A once-prohibited vice and one of the targets of the “Just Say No” anti-drug campaign of the 1980s, marijuana is set to become legal in Canada next summer — so it’s high time to talk to your kids about it.
“There are important questions, and hard questions, that parents might be wrestling with, like, ‘How do we reconcile this when we’ve told our child all along this is never to happen, and all of a sudden here it is happening?'” said Naomi Kruse, executive director of the Manitoba Association of Parent Councils.
On July 1, 2018, the taboo topic of toking will become a government-backed business, complete with storefronts and advertising.
The Addictions Foundation of Manitoba advises parents should not wait until there is an issue, but should be proactive by talking with kids early on.
“We’re already getting questions from some of our youth counsellors, our school-based counsellors, who have had parents ask, ‘How is this going to affect my child and what should I do?'” said Catarina Witt, AFM communications co-ordinator.
The best approach, Witt said, is to just be chill, man.
”The simplest way is just to be open about listening and having talks,” she said.
“Be available to hear, to listen and invite the opinions of your youth. They do have an opinion and once someone’s heard from them, they’re more likely to listen to our opinion, too.”
Kids need to be educated about cannabis, its pros and cons, and why the government decided to legalize it, both Witt and Kruse said, noting it’s the only way to peel away the myths and misconceptions.
Cannabis was first banned in Canada in 1923, with regulated medical cannabis becoming legal in 2001 for its health benefits.
The current Liberal government took things further, deciding Canada’s current system of marijuana prohibition doesn’t prevent young people from using the drug and too many end up with unnecessary criminal records for possession.
Instead, the government has decided to put different reins on marijuana — those of regulation and restriction — to keep it out of the hands of children, and the profits out of the hands of criminals.
“Some kids who see that might say, ‘Well, it’s got these benefits and now the government has decided we’re going to do that, so it’s OK,'” said Kruse.
While it has been approved by Health Canada for medicinal use, marijuana “is not harmless,” Witt said, pointing to negative impacts on physical and psychological health as well as workplace and school performance.
For parents flummoxed on how to talk about it, the AFM’s website has an explainer about cannabis, with general information about the effects and risks associated with its use. There are also links to research, statistics and other sources for information.
“There’s no easy answer and everyone’s going to have their own approach, but there are some strategies and tips,” Witt said.
The foundation is also in the process of assembling a resource kit specifically focused on the legalization of cannabis, which will contain a guidance letter to parents.
They hope to have it ready by mid-December but “definitely before everything goes through in July,” Witt said.
Schools need to involve parents
Kruse, whose organization calls itself the “parental voice within the public education system in Manitoba,” expects schools will be involved in educating students on the topic and urges them to involve parents.
That will not only give parents guidance on how to speak to their own kids, it will go a long way in reducing the anxiety parents feel when their children are going to be taught “potentially sensitive outcomes,” she said.
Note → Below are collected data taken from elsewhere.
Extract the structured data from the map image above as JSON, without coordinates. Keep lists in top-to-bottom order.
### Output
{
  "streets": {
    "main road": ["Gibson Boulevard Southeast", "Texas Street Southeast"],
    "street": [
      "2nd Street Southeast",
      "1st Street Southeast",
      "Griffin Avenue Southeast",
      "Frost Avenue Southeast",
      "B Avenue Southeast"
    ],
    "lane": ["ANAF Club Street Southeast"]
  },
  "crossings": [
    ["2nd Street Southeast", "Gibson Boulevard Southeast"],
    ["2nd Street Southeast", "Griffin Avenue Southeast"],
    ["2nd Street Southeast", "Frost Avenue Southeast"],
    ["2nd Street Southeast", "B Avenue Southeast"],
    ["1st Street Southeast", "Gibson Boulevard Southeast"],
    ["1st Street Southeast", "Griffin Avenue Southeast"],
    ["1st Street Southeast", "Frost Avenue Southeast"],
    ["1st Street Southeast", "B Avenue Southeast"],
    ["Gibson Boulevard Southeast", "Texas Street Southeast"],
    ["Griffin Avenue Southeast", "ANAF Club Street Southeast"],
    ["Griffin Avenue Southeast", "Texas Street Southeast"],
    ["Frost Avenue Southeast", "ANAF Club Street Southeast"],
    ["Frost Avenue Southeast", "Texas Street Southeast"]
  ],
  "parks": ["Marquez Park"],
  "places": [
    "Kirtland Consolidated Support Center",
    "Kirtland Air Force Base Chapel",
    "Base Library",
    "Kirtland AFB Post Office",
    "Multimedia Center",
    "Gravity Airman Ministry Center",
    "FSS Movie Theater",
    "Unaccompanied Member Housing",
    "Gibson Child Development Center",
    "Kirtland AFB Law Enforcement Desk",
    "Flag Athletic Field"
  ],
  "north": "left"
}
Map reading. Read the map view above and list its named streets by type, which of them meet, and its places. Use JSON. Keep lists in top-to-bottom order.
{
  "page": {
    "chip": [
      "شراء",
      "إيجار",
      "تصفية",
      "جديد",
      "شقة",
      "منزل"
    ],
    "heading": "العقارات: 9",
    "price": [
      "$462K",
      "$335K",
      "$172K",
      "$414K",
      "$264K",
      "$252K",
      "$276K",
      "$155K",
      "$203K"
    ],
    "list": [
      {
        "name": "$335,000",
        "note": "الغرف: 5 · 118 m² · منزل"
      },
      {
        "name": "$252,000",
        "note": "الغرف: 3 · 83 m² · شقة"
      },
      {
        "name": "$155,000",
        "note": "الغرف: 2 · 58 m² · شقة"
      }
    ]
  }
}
“They often get caught up in the kind of rhetoric of, ‘It’s a scary subject, I don’t want my kid learning about this because if they do, they’re going to want to do it,'” Kruse said. “It often feels threatening because it is new and it’s unexpected.
“If the opportunity is first given to parents to learn about what exactly is going to be taught there is a greater comfort level on the part of parents. And then they can feel more confident about having those conversations with their kids as well.”
And if kids are receiving a consistent message from the schools and parents about the realities, legalities and potential dangers of marijuana, “then they’re in a position to make those decisions,” Kruse said.
Same old road, different destination
It’s important to recognize we’ve been down this road before, Kruse and Witt said.
There was trepidation when sex education was introduced in school, when government-backed casinos opened and “when there was adults-only stores going into neighbourhoods, there was fears that was somehow going to impact children,” Kruse noted.
The subject matter might differ but the terrain is well travelled.
“Think about [alcohol] prohibition back when. It’s just a different substance now,” said Witt.
Kids already see people drinking around them and smoking cigarettes. They see those products advertised and being sold. The same goes for caffeine, energy drinks and prescription drugs — all things prevalent and available, but potentially dangerous if abused.
There’s an understanding around all of that, Witt said.
“Hopefully, that’s what’s going to happen with marijuana. The messaging around it is all the same,” she said.
“The reality is, marijuana is already an issue. It is being used at a higher rate in Canada than in other first-world countries.”
The legalization of cannabis provides an opportunity for those who ignored the elephant in the room. Instead of pretending it doesn’t exist, they can address it head on and make sure their kids are equipped to make the right choices, Kruse said.
Just how that plays out “depends on the parents and the kids and how open to conversation families are,” she said.
“Every family’s going to have a different approach and a lot of it is going to depend on the maturity of the child.”